§ **Task requirements**
If a line of the material holds the string "position", please copy it.
==*==
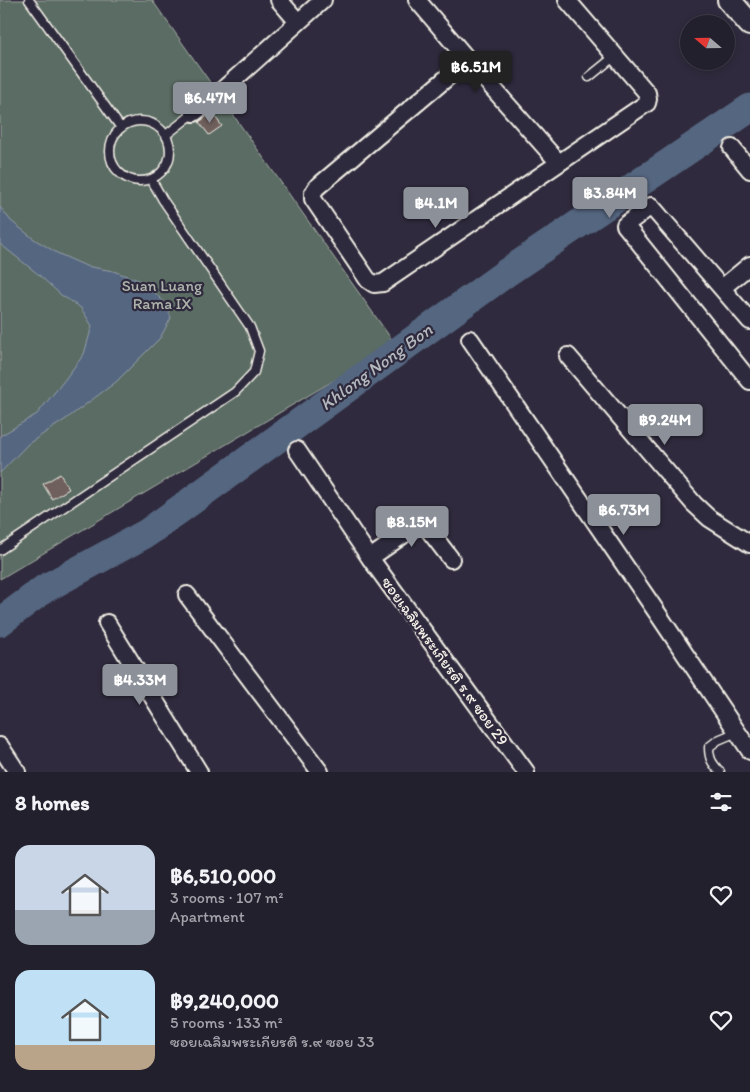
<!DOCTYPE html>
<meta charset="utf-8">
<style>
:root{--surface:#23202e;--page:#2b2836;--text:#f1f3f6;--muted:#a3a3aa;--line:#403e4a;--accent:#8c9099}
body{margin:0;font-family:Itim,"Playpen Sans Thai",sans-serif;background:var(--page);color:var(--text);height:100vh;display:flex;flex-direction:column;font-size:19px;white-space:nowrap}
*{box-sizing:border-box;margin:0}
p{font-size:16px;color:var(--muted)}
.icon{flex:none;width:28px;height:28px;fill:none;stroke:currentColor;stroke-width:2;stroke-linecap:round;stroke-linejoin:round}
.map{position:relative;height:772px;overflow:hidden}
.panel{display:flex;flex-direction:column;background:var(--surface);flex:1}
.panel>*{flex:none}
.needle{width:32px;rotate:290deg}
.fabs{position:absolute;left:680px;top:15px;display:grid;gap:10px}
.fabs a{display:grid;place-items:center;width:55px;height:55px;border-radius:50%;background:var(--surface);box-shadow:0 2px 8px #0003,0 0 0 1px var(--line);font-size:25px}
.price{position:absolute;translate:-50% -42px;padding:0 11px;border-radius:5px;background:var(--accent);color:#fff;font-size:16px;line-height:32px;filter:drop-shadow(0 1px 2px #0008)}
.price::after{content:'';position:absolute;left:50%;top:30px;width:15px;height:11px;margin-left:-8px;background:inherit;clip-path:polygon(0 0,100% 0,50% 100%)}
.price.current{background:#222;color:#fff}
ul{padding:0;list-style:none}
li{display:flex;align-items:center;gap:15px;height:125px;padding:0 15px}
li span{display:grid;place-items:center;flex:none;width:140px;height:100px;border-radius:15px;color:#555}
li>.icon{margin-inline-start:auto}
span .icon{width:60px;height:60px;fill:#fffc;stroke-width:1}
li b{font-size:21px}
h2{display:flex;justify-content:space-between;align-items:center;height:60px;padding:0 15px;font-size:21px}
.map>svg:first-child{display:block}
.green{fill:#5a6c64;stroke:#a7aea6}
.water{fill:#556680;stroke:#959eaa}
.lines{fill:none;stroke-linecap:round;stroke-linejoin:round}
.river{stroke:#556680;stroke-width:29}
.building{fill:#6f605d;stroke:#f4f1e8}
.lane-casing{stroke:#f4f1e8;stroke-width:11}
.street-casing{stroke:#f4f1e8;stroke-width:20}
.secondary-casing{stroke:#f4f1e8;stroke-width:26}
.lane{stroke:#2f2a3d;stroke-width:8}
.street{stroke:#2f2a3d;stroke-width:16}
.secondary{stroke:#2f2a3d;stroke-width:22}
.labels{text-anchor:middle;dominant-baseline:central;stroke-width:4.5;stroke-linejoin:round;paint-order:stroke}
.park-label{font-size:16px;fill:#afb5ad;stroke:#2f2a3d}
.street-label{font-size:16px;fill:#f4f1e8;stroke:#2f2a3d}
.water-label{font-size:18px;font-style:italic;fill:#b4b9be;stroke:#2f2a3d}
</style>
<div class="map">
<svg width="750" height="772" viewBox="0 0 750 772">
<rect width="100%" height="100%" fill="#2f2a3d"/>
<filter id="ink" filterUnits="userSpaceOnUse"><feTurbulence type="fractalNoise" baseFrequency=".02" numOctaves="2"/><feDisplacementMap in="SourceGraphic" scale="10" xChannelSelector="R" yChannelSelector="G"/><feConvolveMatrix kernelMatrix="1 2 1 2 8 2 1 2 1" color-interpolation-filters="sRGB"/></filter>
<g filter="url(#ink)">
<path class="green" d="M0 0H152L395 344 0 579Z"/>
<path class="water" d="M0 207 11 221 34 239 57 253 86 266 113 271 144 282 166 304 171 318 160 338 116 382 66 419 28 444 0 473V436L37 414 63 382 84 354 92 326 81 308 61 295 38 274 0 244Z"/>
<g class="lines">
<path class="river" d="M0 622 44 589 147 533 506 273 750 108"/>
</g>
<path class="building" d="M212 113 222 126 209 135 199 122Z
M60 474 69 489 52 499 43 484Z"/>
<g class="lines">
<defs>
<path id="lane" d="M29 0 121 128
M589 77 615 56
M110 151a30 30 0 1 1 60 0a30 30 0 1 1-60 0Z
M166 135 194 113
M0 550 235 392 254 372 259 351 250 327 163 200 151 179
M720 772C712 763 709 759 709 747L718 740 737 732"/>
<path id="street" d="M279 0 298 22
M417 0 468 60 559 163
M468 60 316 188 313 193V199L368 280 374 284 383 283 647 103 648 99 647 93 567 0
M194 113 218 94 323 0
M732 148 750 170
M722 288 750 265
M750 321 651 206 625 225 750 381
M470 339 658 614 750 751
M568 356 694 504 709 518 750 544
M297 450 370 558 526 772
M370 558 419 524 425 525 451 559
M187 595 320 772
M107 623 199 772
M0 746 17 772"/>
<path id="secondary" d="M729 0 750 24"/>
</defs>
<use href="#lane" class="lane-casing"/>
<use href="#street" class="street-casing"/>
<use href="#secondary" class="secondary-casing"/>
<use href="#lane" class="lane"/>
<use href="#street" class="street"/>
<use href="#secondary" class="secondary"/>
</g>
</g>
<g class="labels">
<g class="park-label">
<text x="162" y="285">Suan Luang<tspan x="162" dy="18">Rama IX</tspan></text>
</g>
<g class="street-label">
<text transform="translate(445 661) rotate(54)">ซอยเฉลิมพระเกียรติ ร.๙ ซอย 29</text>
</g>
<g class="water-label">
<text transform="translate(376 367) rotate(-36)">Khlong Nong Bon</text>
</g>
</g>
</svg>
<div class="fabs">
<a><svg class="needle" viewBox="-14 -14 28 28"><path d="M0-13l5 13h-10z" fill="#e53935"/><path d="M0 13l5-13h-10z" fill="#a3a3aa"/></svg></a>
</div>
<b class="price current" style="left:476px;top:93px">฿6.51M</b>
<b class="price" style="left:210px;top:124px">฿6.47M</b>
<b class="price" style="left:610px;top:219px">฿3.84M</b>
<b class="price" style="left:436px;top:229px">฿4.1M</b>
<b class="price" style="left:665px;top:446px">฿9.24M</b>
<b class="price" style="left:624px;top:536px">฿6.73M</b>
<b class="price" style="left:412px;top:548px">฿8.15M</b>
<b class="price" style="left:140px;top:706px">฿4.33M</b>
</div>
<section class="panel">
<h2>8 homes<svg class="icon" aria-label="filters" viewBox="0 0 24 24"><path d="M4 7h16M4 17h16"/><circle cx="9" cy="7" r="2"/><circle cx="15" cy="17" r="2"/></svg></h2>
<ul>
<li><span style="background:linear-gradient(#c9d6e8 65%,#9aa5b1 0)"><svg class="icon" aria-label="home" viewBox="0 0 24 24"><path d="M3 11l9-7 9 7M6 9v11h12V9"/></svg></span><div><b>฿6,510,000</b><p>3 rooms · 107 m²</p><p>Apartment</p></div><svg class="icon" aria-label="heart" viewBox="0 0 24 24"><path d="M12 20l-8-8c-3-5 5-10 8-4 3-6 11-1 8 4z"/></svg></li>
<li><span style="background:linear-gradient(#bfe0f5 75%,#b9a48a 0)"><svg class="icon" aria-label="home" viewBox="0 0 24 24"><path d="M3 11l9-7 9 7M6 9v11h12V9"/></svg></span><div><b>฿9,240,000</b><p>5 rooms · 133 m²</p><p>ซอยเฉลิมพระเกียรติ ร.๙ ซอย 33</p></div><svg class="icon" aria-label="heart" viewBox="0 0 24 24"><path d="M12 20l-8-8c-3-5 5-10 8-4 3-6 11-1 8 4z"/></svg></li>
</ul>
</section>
==*==
§ **Response area**
.map{position:relative;height:772px;overflow:hidden}
.fabs{position:absolute;left:680px;top:15px;display:grid;gap:10px}
.price{position:absolute;translate:-50% -42px;padding:0 11px;border-radius:5px;background:var(--accent);color:#fff;font-size:16px;line-height:32px;filter:drop-shadow(0 1px 2px #0008)}
.price::after{content:'';position:absolute;left:50%;top:30px;width:15px;height:11px;margin-left:-8px;background:inherit;clip-path:polygon(0 0,100% 0,50% 100%)}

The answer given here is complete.